EXERCISE DATA:
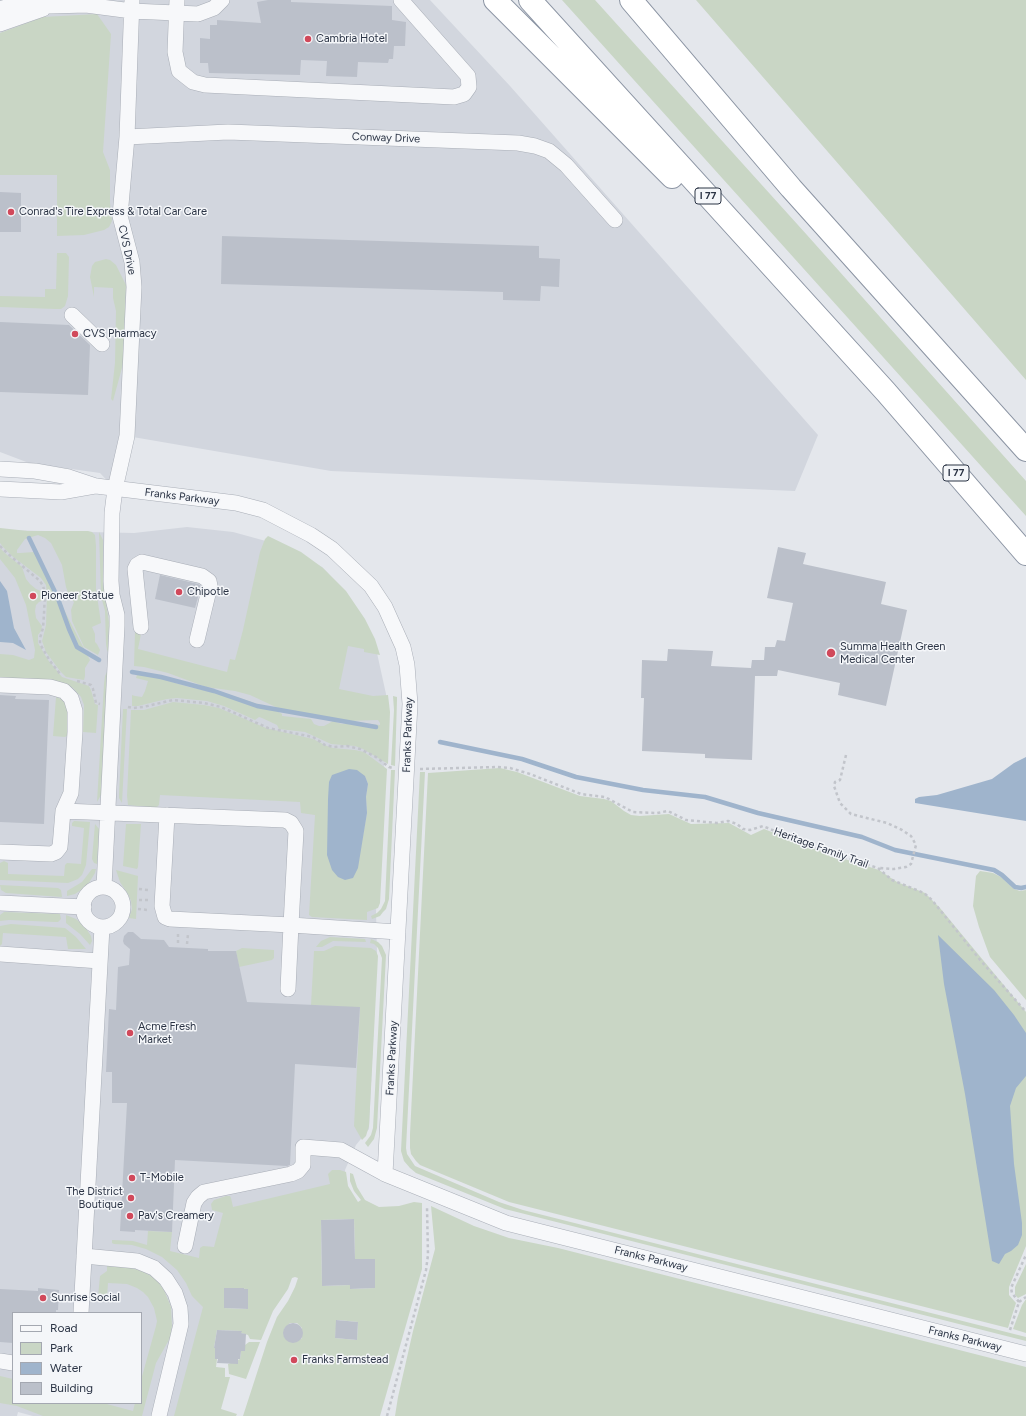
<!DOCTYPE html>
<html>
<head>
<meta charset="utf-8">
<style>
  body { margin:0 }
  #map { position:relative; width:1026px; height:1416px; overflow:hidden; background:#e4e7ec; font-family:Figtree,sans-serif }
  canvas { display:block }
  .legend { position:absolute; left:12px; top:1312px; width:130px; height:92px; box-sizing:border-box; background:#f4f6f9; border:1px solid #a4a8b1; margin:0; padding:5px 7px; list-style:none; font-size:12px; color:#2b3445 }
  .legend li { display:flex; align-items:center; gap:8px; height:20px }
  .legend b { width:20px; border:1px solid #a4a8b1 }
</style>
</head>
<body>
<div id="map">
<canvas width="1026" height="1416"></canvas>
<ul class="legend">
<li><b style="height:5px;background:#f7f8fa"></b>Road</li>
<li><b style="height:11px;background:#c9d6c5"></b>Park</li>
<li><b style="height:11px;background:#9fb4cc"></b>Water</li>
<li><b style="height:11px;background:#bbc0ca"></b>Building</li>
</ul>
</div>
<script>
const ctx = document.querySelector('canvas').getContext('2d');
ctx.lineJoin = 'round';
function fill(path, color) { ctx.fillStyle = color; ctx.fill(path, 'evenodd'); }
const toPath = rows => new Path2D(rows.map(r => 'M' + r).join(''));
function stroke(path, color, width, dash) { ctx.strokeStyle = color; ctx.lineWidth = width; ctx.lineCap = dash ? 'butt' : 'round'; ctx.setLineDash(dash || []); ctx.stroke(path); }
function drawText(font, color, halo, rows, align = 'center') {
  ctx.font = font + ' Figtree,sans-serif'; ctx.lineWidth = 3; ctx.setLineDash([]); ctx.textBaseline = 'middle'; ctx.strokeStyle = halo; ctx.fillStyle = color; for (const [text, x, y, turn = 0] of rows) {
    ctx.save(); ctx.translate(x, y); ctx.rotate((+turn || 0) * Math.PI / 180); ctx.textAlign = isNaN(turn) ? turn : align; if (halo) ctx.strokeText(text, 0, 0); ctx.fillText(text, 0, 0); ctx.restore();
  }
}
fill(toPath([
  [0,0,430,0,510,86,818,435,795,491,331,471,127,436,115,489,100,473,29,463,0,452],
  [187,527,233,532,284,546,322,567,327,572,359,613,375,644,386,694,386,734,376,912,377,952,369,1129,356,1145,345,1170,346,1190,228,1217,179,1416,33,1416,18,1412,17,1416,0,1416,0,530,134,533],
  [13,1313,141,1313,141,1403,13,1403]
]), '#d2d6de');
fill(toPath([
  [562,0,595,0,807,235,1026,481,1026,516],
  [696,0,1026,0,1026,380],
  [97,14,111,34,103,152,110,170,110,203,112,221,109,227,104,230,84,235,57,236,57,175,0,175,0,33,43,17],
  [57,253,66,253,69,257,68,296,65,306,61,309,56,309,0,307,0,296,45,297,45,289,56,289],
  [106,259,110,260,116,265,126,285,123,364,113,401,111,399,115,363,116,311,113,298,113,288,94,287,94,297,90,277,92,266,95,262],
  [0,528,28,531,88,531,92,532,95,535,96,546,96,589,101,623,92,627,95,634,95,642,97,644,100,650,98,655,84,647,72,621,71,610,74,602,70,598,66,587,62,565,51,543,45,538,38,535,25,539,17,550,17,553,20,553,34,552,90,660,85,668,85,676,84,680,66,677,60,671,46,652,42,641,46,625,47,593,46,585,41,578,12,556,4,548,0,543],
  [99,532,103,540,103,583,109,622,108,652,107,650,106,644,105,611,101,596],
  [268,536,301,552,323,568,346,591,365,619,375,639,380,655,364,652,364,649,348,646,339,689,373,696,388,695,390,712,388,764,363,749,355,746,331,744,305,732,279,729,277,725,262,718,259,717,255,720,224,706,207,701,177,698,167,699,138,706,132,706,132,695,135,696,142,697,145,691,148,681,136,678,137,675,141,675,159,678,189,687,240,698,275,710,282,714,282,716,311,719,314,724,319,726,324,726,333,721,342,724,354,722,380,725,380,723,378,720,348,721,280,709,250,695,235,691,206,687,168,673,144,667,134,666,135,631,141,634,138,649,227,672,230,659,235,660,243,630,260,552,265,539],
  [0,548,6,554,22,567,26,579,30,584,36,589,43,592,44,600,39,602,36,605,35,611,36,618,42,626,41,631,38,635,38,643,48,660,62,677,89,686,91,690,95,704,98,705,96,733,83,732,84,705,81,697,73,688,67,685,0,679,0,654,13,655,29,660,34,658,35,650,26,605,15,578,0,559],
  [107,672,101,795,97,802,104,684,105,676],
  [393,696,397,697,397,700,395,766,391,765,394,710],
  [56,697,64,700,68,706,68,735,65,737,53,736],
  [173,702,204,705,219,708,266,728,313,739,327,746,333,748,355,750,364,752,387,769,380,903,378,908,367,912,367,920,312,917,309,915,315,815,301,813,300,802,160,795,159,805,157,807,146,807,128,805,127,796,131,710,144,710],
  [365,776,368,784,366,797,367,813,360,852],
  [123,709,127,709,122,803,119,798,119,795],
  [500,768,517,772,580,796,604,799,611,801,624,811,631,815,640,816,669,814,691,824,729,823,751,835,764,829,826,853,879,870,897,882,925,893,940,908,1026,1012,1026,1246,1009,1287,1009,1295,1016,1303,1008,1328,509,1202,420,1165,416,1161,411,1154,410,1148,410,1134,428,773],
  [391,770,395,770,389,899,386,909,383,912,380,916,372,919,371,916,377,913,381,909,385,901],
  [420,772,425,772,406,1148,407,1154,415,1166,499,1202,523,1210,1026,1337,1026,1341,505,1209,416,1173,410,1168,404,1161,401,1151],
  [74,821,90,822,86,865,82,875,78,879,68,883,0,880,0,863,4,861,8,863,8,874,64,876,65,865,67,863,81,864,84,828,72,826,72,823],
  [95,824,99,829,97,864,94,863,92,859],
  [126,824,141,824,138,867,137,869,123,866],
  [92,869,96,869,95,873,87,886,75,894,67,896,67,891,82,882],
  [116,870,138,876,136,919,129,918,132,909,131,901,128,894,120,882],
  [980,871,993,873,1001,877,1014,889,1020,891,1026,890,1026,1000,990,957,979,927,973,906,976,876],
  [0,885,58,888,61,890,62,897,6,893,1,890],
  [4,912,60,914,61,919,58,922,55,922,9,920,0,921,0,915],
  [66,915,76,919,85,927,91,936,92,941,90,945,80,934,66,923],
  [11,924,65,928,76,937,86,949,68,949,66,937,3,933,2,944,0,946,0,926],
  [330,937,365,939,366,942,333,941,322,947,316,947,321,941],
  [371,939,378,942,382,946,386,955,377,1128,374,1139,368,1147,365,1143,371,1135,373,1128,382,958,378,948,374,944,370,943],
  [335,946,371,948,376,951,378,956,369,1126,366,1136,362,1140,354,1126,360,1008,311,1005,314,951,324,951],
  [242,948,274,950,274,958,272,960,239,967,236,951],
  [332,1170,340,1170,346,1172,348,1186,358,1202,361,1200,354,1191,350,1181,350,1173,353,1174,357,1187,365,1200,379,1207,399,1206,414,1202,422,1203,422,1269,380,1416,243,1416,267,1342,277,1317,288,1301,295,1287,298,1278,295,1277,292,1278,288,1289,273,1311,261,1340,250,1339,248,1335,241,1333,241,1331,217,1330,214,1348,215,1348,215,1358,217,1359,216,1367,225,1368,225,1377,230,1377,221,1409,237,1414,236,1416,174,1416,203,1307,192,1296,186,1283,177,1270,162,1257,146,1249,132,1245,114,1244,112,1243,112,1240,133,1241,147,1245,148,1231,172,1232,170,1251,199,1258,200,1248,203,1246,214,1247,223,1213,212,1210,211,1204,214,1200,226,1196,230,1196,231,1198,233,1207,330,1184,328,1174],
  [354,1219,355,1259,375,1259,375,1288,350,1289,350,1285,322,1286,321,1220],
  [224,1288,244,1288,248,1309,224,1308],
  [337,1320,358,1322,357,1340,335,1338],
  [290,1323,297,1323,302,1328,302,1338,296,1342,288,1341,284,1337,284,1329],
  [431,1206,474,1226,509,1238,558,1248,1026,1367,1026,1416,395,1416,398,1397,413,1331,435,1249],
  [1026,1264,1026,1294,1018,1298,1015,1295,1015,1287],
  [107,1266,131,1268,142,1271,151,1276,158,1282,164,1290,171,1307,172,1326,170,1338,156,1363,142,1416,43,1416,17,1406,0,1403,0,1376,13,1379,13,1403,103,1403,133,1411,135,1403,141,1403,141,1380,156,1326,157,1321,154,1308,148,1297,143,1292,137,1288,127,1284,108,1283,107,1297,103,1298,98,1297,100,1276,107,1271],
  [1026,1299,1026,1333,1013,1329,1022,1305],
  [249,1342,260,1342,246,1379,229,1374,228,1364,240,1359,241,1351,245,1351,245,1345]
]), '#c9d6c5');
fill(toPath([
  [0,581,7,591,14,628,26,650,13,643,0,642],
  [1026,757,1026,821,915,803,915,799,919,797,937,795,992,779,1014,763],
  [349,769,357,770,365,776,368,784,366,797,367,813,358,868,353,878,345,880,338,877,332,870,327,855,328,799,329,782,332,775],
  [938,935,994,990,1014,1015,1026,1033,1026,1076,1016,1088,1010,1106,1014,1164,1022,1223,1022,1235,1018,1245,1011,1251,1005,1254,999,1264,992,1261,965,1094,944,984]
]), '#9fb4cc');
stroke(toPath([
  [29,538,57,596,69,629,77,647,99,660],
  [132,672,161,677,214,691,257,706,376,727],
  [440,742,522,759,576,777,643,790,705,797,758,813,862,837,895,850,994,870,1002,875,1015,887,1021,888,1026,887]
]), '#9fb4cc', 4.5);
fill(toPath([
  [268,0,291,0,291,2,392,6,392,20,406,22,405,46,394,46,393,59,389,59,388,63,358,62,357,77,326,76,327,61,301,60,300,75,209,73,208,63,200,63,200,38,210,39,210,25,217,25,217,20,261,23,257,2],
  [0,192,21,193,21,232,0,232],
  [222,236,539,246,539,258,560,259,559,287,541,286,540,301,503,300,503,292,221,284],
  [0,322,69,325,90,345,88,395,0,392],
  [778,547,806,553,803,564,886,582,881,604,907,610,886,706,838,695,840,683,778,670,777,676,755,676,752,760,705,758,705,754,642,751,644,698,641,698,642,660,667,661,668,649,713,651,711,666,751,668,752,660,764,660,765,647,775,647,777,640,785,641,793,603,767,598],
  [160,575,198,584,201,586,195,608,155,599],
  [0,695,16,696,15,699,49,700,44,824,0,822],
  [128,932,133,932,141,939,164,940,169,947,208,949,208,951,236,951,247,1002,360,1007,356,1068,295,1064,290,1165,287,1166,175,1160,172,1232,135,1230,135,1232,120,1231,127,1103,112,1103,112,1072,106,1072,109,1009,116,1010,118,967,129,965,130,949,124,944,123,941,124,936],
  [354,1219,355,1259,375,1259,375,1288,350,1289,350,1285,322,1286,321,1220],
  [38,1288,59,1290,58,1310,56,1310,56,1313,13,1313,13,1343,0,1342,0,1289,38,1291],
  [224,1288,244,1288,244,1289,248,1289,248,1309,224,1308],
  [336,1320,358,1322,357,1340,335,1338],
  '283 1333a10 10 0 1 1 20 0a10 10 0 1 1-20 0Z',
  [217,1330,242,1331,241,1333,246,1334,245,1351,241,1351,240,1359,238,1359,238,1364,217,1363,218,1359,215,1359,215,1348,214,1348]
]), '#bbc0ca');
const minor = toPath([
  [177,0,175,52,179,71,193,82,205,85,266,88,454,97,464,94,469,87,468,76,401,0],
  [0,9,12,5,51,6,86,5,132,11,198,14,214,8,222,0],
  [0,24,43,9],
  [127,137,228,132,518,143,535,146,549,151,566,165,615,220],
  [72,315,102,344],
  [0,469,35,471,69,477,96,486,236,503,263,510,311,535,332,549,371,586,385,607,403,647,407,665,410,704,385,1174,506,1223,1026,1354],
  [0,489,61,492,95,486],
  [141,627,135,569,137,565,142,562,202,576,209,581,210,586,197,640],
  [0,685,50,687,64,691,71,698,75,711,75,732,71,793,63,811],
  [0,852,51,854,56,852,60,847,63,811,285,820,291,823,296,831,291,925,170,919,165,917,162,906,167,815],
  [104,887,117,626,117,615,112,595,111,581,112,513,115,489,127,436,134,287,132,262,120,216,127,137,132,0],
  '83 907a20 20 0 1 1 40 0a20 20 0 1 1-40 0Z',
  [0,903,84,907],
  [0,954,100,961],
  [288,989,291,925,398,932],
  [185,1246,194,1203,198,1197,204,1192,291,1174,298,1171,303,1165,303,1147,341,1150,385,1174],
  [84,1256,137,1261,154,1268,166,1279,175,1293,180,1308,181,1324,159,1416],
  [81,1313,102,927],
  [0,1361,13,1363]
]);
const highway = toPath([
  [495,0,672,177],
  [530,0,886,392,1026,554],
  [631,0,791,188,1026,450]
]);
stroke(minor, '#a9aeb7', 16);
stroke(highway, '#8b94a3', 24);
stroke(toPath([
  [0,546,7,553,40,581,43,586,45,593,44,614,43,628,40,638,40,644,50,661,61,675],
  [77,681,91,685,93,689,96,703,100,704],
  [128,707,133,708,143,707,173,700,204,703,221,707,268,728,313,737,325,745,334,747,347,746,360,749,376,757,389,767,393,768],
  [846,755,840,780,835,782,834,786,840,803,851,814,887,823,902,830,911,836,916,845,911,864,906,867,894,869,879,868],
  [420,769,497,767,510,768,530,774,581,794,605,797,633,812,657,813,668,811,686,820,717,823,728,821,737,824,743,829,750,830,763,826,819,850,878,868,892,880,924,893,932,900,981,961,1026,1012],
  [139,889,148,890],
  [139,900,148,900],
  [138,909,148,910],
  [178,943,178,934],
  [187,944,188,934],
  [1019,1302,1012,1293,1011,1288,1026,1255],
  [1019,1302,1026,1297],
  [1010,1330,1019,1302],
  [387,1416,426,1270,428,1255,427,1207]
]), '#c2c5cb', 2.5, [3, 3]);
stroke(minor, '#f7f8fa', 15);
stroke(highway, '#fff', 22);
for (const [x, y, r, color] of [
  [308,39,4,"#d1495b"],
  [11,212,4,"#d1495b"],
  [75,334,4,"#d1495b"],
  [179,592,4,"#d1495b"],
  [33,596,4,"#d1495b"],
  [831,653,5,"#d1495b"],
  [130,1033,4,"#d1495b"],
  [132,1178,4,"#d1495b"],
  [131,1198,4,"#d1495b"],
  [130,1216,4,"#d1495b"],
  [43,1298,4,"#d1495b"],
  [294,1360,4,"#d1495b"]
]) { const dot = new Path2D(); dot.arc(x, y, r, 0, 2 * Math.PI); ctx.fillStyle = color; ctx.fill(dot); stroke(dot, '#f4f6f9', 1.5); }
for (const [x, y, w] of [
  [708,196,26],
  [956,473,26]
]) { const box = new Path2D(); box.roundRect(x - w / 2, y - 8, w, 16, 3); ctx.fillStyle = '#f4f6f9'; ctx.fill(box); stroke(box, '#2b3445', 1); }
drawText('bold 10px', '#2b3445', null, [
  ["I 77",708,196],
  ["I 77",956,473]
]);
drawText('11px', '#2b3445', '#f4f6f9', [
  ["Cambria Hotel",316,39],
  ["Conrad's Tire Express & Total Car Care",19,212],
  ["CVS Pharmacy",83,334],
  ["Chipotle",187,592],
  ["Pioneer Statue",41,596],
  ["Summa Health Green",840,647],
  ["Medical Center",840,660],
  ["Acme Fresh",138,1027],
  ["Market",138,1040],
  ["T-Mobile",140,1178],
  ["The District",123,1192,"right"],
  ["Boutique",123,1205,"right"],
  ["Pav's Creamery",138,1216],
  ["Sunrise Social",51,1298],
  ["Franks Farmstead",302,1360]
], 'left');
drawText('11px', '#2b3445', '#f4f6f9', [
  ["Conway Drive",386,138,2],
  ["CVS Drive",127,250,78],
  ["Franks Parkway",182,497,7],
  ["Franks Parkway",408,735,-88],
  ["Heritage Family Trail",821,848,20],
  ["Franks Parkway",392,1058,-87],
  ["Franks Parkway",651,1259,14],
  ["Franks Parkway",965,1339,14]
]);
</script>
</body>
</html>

==

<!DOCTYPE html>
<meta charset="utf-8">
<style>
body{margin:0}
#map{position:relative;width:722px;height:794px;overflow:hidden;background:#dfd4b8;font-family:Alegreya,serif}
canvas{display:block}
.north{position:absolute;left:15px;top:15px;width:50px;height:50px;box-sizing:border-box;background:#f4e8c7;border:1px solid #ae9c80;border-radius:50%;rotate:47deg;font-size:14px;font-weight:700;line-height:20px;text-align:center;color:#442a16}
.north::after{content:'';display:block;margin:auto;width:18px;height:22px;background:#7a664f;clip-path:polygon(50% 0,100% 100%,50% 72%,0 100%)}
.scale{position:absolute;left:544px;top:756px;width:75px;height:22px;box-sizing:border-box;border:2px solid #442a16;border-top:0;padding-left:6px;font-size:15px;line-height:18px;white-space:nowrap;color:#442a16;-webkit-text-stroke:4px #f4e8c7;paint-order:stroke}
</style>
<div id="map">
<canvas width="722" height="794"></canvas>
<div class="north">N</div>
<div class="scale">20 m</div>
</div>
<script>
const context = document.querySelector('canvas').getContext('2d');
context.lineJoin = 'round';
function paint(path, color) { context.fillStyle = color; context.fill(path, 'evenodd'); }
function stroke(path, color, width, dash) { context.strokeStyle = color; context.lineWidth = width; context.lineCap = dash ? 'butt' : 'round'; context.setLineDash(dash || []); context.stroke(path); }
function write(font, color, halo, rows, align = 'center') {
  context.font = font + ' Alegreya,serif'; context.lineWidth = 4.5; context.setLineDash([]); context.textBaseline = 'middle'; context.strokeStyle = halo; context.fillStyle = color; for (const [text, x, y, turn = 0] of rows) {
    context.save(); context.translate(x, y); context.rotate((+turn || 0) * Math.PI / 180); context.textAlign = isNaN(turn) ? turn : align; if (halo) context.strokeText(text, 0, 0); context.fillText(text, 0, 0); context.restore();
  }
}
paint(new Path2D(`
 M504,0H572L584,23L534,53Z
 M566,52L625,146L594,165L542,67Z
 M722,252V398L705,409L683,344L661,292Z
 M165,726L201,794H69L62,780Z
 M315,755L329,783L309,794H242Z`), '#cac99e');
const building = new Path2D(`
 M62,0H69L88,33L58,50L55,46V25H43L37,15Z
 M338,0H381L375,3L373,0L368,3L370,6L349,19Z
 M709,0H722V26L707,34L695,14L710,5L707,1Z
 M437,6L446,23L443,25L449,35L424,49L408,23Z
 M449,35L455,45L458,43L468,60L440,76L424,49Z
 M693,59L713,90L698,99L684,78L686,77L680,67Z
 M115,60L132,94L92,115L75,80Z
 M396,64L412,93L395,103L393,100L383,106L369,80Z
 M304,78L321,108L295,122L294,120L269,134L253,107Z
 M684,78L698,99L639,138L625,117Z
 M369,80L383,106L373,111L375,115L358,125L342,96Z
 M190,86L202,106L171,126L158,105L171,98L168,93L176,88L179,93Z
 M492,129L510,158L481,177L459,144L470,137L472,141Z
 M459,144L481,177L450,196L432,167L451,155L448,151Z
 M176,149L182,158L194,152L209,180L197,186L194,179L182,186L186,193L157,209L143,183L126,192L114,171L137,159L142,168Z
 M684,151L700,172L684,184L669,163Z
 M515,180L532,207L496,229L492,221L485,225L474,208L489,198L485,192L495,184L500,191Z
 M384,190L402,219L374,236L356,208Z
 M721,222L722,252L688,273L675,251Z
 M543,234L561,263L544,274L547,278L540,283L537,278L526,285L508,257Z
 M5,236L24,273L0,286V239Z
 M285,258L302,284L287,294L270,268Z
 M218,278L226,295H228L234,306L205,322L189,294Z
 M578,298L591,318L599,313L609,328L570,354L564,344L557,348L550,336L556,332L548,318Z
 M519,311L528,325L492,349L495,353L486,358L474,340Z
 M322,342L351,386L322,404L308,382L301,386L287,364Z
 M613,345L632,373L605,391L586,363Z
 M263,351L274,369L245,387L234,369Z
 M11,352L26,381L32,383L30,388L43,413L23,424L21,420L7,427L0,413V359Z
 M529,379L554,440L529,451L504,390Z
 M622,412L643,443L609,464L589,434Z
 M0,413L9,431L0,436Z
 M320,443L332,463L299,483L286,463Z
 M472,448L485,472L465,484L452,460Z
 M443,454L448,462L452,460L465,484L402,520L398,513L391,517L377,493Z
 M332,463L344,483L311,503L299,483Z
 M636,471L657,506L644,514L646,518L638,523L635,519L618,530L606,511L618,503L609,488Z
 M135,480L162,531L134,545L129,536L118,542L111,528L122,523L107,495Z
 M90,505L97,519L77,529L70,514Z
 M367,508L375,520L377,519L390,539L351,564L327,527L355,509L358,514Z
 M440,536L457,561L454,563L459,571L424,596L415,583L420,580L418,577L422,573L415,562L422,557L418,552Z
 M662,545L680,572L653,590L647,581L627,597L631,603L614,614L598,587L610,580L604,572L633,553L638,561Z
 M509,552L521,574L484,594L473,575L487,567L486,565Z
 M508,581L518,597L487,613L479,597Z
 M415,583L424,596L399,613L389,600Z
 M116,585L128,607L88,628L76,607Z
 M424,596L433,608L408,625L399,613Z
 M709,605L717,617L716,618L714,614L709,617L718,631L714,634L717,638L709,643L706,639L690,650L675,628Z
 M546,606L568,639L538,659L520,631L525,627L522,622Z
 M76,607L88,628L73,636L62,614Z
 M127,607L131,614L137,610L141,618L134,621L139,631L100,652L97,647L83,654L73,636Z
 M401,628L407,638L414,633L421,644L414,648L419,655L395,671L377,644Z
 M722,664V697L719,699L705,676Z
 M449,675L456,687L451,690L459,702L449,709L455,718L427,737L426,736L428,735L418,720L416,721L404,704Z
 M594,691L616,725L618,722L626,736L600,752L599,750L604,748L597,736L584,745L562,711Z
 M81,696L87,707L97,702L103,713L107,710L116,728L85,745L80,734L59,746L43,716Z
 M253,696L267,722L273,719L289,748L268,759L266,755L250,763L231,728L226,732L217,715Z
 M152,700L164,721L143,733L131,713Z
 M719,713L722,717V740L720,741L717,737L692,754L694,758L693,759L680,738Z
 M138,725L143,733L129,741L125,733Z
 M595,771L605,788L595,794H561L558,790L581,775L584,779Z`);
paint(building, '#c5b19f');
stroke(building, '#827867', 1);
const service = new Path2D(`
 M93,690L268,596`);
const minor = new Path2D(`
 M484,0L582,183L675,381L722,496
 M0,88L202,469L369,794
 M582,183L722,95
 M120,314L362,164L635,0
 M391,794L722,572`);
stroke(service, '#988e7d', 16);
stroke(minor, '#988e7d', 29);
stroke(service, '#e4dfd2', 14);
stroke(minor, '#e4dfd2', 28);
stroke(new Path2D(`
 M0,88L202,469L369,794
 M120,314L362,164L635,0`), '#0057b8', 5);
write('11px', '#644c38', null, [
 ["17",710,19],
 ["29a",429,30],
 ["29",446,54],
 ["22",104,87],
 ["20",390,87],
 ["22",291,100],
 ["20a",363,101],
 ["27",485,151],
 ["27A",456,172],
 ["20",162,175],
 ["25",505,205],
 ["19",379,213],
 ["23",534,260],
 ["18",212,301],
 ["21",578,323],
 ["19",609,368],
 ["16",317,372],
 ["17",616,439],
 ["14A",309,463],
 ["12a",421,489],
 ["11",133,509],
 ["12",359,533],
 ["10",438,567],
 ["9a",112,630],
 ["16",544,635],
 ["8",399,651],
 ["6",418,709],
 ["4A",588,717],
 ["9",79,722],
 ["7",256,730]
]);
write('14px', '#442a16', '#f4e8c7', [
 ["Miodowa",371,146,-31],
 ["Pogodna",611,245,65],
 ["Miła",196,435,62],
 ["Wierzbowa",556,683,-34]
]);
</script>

TASK:
Set down, unchanged, only those lines above that fall between the line with "ctx.strokeStyle = color;" and the line with "function drawText(font, color, halo, rows, align", the two end lines included.

RESULT OF THE EXERCISE:
function stroke(path, color, width, dash) { ctx.strokeStyle = color; ctx.lineWidth = width; ctx.lineCap = dash ? 'butt' : 'round'; ctx.setLineDash(dash || []); ctx.stroke(path); }
function drawText(font, color, halo, rows, align = 'center') {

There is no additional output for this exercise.